Check delay field — suppress health checks for N seconds at startup so slow-starting processes aren’t killed before they’re ready
Built-in identity/access control — no external auth proxy needed
Auto-generated OpenAPI spec and Swagger UI at /docs
Two-binary split — lean PID 1 daemon (vigild) plus a separate CLI (vigil) that works from inside or outside the container

The problem with existing options🔗

When you need to run multiple processes in a container, your choices are roughly:

Tool	Health checks	REST API	Config format	PID 1 safe	Real exit code	Custom stop signal	Log streaming
dumb-init / tini	❌	❌	CLI args only	✅	✅	❌	❌
s6-overlay	❌	❌	Directory-based	✅	✅	partial	partial
supervisord	❌	XML-RPC	INI file	❌	❌	partial	❌
Canonical Pebble	✅	✅ JSON	YAML layers	❌	❌	❌	❌
vigil-rs	✅	✅ JSON	YAML layers	✅	✅	✅	✅ SSE + ndjson

dumb-init / tini are the right choice for single-process containers — they are minimal, safe, and do one thing well. The moment you need a second process, health checks, or the ability to restart a service without restarting the whole container, they leave you without tools.

s6-overlay is battle-tested and has a tiny footprint, but it comes with significant operational complexity: services are configured as directory trees, there is no runtime API, and health checks require custom shell scripts wired up by hand. Integrating it into a standard Dockerfile is non-trivial.

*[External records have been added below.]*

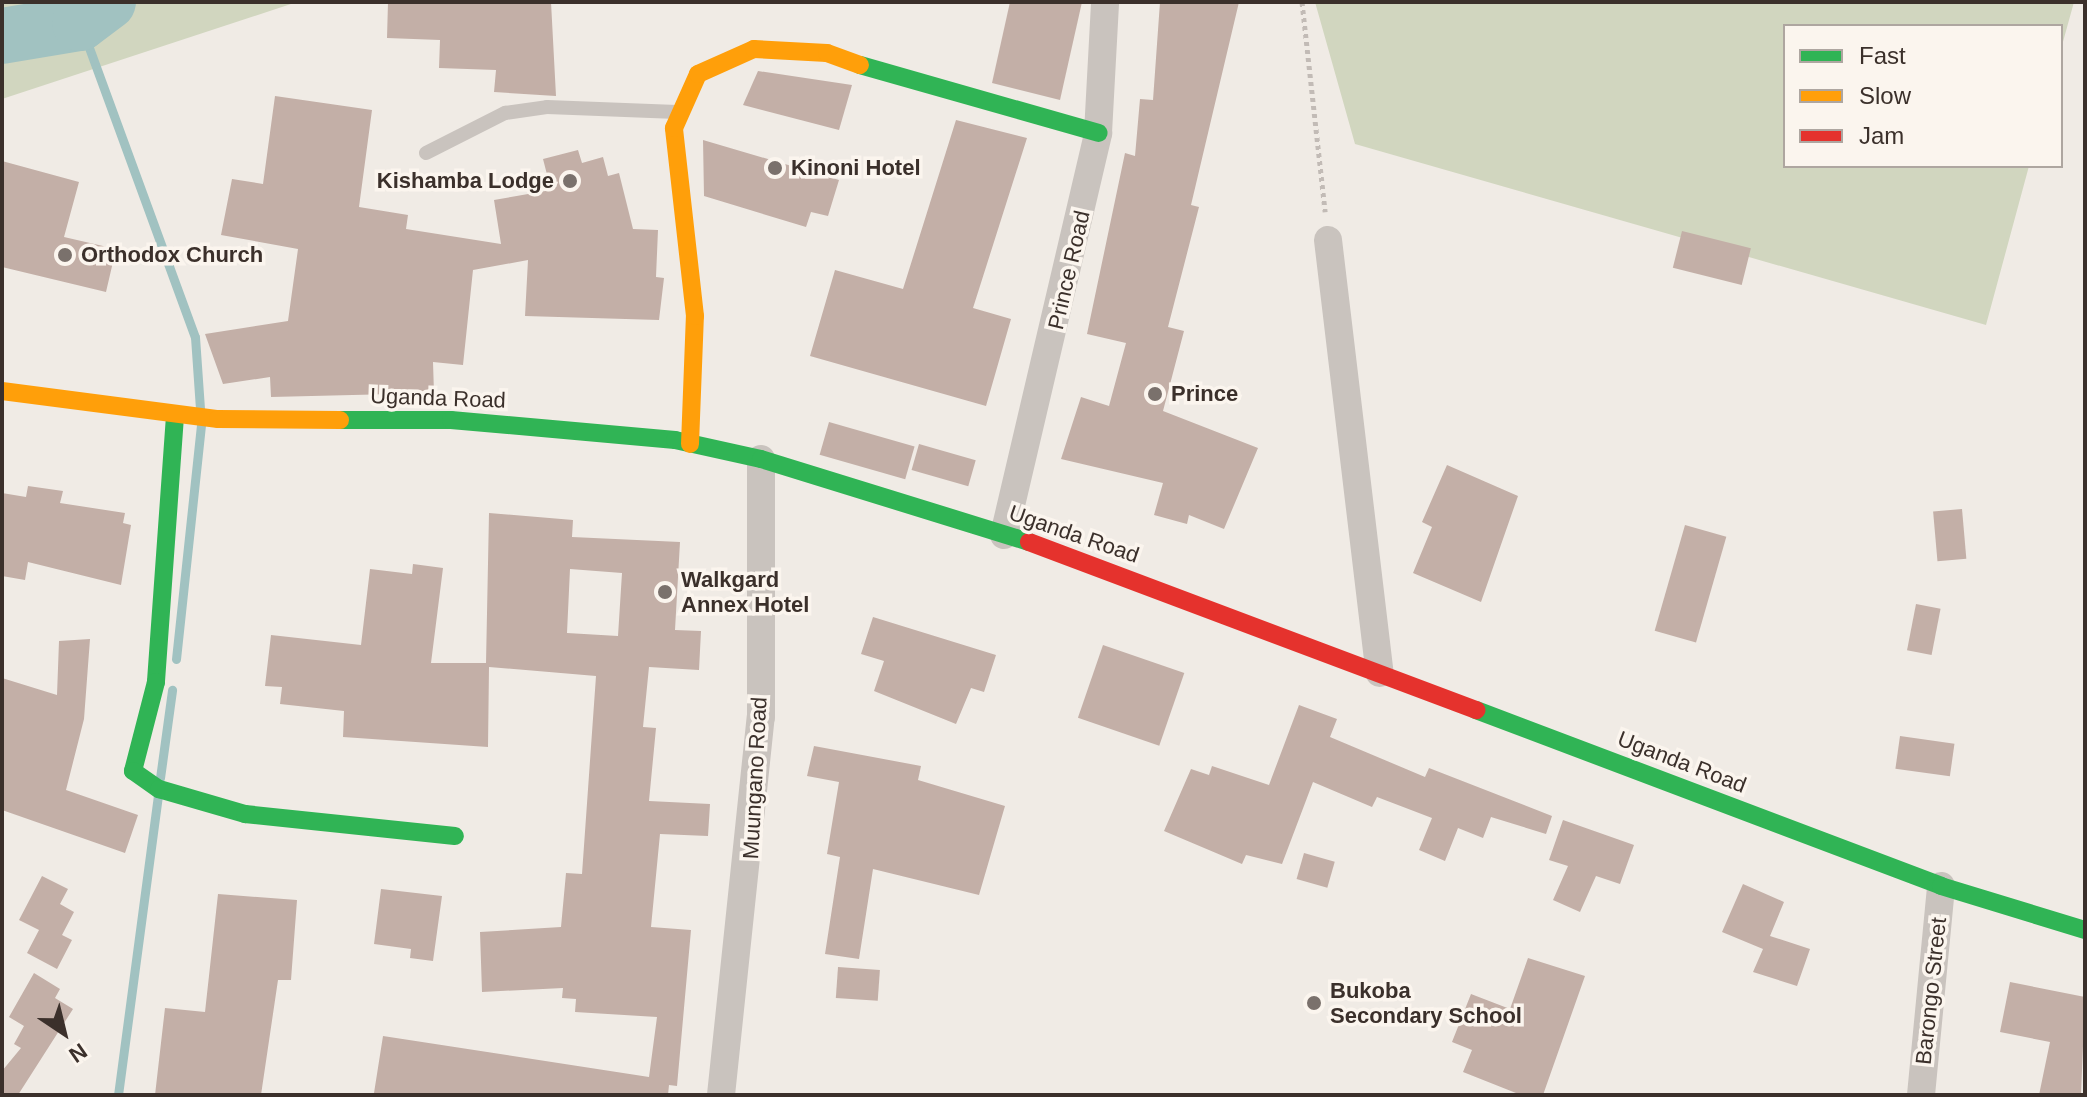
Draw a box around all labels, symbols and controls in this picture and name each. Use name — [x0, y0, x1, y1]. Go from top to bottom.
legend — [1783, 24, 2063, 168]
text: Fast — [1859, 42, 1906, 69]
text: Slow — [1859, 82, 1911, 109]
text: Jam — [1859, 122, 1904, 149]
place label: Kinoni Hotel — [791, 155, 921, 181]
marker: Kinoni Hotel — [766, 159, 784, 177]
place label: Kishamba Lodge — [377, 168, 554, 194]
marker: Kishamba Lodge — [561, 172, 579, 190]
street label: Prince Road — [1043, 208, 1095, 332]
place label: Orthodox Church — [81, 242, 263, 268]
marker: Orthodox Church — [56, 246, 74, 264]
place label: Prince — [1171, 381, 1238, 407]
street label: Uganda Road — [370, 382, 506, 414]
marker: Prince — [1146, 385, 1164, 403]
street label: Uganda Road — [1006, 499, 1142, 569]
place label: Walkgard Annex Hotel — [681, 566, 809, 618]
marker: Walkgard Annex Hotel — [656, 583, 674, 601]
street label: Muungano Road — [738, 696, 772, 860]
street label: Uganda Road — [1614, 725, 1750, 799]
street label: Barongo Street — [1910, 916, 1952, 1066]
place label: Bukoba Secondary School — [1330, 977, 1522, 1028]
north arrow — [24, 993, 104, 1073]
marker: Bukoba Secondary School — [1305, 994, 1323, 1012]
text: N — [64, 1038, 92, 1068]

supervisord requires a Python runtime (≈30 MB overhead), was not designed for PID 1 use, and exposes an XML-RPC interface. It has no concept of graceful stop signals per service — all processes get the same signal — and it does not propagate the real exit code of the managed process.

Canonical Pebble is the tool that pointed us in the right direction: YAML config, a proper JSON REST API, health checks. But it was built for a specific Ubuntu use-case and ships with a notable set of gaps for general container use: it does not run as PID 1 (no zombie reaping), every service gets SIGTERM regardless of what its graceful shutdown actually requires, the exit code it propagates is a hardcoded constant rather than the real one, and it has no built-in access control. These are not edge cases — they come up immediately in production.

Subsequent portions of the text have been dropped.